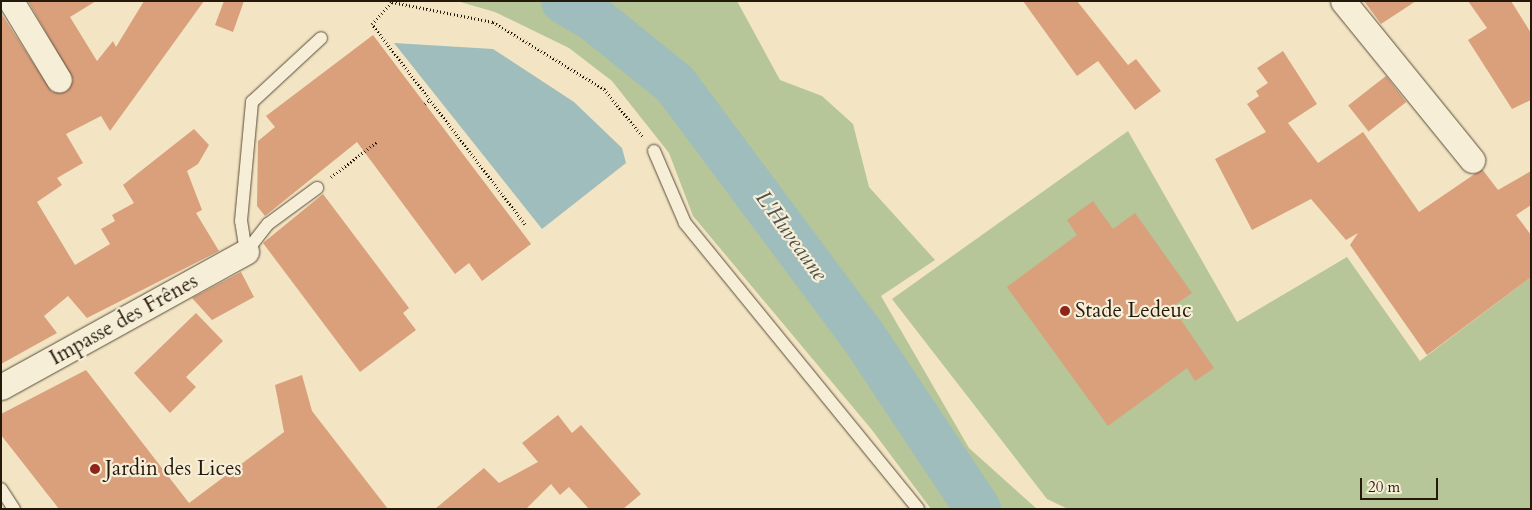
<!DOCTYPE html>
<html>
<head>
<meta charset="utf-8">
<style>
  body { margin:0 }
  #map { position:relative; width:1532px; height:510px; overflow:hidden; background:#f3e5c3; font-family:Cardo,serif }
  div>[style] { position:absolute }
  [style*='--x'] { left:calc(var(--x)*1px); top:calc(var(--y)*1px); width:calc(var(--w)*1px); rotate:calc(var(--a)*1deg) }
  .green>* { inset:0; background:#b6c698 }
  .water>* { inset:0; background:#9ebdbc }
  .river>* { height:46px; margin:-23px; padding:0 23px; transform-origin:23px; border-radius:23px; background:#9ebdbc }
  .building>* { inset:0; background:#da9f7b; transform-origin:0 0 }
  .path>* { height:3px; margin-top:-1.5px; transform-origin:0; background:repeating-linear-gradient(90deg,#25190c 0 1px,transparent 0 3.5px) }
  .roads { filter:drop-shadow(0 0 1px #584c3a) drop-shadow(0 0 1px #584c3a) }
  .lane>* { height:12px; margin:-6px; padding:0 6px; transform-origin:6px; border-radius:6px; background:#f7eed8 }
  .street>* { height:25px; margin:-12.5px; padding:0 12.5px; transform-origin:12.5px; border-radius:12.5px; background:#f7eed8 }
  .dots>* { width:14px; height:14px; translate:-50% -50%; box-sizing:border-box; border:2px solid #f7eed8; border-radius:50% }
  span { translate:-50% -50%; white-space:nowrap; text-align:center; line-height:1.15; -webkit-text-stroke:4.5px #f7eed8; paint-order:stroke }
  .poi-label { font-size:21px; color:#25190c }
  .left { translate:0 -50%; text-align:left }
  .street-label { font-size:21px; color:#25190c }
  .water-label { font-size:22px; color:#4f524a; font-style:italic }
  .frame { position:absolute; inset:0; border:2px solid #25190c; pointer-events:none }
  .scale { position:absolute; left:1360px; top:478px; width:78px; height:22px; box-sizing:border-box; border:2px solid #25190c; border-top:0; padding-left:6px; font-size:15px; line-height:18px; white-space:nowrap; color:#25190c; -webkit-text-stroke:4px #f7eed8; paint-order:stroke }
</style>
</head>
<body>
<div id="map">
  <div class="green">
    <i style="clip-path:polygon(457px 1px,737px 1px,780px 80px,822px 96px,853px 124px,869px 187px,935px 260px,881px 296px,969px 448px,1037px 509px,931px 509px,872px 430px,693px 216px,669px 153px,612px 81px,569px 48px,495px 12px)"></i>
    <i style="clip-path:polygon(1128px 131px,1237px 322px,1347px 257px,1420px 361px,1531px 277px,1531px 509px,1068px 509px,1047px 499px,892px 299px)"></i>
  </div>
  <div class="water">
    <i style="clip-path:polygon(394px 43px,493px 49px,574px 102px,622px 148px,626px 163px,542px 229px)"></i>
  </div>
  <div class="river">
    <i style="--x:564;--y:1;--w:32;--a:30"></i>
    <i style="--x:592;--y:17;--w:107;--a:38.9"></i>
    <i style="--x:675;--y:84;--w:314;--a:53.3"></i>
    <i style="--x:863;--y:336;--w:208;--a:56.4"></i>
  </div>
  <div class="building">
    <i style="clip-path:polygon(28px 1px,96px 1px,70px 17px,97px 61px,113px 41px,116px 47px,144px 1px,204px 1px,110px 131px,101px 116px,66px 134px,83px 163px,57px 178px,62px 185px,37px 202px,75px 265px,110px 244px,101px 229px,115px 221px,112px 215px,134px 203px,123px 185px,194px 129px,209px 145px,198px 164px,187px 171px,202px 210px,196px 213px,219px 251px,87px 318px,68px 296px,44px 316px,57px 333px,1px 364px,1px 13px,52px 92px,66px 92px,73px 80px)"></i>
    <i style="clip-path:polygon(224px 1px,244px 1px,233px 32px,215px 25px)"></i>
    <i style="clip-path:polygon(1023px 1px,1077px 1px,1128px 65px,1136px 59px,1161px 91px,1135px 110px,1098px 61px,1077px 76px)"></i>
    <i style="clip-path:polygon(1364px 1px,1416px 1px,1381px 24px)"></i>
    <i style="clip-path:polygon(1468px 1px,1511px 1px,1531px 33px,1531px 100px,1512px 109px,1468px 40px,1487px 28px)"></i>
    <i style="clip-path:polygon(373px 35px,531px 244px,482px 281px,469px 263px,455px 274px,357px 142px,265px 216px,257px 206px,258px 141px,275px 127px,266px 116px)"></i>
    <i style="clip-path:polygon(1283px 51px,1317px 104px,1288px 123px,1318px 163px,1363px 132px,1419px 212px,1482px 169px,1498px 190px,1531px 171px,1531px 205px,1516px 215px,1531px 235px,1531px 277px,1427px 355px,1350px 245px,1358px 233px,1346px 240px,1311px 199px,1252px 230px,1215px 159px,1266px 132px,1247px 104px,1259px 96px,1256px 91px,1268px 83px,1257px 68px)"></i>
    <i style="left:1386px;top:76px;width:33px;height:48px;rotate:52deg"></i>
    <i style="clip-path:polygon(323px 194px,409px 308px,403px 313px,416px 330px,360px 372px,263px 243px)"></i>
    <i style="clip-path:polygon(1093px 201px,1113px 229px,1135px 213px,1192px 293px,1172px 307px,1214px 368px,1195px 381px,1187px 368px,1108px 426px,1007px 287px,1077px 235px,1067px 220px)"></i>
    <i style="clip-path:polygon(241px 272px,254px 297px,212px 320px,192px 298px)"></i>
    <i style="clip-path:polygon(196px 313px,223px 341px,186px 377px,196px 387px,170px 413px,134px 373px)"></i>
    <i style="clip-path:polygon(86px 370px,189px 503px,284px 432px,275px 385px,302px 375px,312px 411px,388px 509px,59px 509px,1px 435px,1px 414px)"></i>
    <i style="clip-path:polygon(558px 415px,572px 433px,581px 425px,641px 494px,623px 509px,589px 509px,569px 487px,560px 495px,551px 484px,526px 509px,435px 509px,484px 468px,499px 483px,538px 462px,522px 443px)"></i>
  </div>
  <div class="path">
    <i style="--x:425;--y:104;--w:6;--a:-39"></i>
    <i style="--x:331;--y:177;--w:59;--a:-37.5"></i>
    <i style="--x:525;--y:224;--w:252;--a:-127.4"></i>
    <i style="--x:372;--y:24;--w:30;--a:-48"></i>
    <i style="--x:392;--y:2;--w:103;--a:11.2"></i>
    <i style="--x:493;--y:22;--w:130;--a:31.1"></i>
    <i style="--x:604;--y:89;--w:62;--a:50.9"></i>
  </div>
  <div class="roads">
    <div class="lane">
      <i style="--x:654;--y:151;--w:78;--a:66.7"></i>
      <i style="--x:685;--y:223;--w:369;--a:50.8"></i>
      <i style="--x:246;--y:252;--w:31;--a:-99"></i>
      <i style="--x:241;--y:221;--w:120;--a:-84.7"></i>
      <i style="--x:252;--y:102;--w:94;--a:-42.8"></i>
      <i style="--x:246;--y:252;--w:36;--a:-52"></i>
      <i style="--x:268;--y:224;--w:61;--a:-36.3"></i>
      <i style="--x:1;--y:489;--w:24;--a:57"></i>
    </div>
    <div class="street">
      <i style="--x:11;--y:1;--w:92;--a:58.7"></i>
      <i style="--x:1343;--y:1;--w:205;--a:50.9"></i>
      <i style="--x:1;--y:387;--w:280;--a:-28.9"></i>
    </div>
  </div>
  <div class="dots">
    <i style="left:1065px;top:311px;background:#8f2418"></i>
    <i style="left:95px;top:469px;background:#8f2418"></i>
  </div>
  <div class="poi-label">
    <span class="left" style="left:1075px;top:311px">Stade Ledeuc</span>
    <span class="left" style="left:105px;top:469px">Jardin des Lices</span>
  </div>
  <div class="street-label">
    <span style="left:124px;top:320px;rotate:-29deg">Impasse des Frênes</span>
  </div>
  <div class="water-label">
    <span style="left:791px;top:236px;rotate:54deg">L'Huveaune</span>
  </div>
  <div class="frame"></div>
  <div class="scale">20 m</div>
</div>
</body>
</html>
..........
ACTIVITY: In the copy, include each line from the start of the material through the line with "width:14px; height:14px; translate:-50%", word for word, but none of the pictures.

TASK RESPONSE:
<!DOCTYPE html>
<html>
<head>
<meta charset="utf-8">
<style>
  body { margin:0 }
  #map { position:relative; width:1532px; height:510px; overflow:hidden; background:#f3e5c3; font-family:Cardo,serif }
  div>[style] { position:absolute }
  [style*='--x'] { left:calc(var(--x)*1px); top:calc(var(--y)*1px); width:calc(var(--w)*1px); rotate:calc(var(--a)*1deg) }
  .green>* { inset:0; background:#b6c698 }
  .water>* { inset:0; background:#9ebdbc }
  .river>* { height:46px; margin:-23px; padding:0 23px; transform-origin:23px; border-radius:23px; background:#9ebdbc }
  .building>* { inset:0; background:#da9f7b; transform-origin:0 0 }
  .path>* { height:3px; margin-top:-1.5px; transform-origin:0; background:repeating-linear-gradient(90deg,#25190c 0 1px,transparent 0 3.5px) }
  .roads { filter:drop-shadow(0 0 1px #584c3a) drop-shadow(0 0 1px #584c3a) }
  .lane>* { height:12px; margin:-6px; padding:0 6px; transform-origin:6px; border-radius:6px; background:#f7eed8 }
  .street>* { height:25px; margin:-12.5px; padding:0 12.5px; transform-origin:12.5px; border-radius:12.5px; background:#f7eed8 }
  .dots>* { width:14px; height:14px; translate:-50% -50%; box-sizing:border-box; border:2px solid #f7eed8; border-radius:50% }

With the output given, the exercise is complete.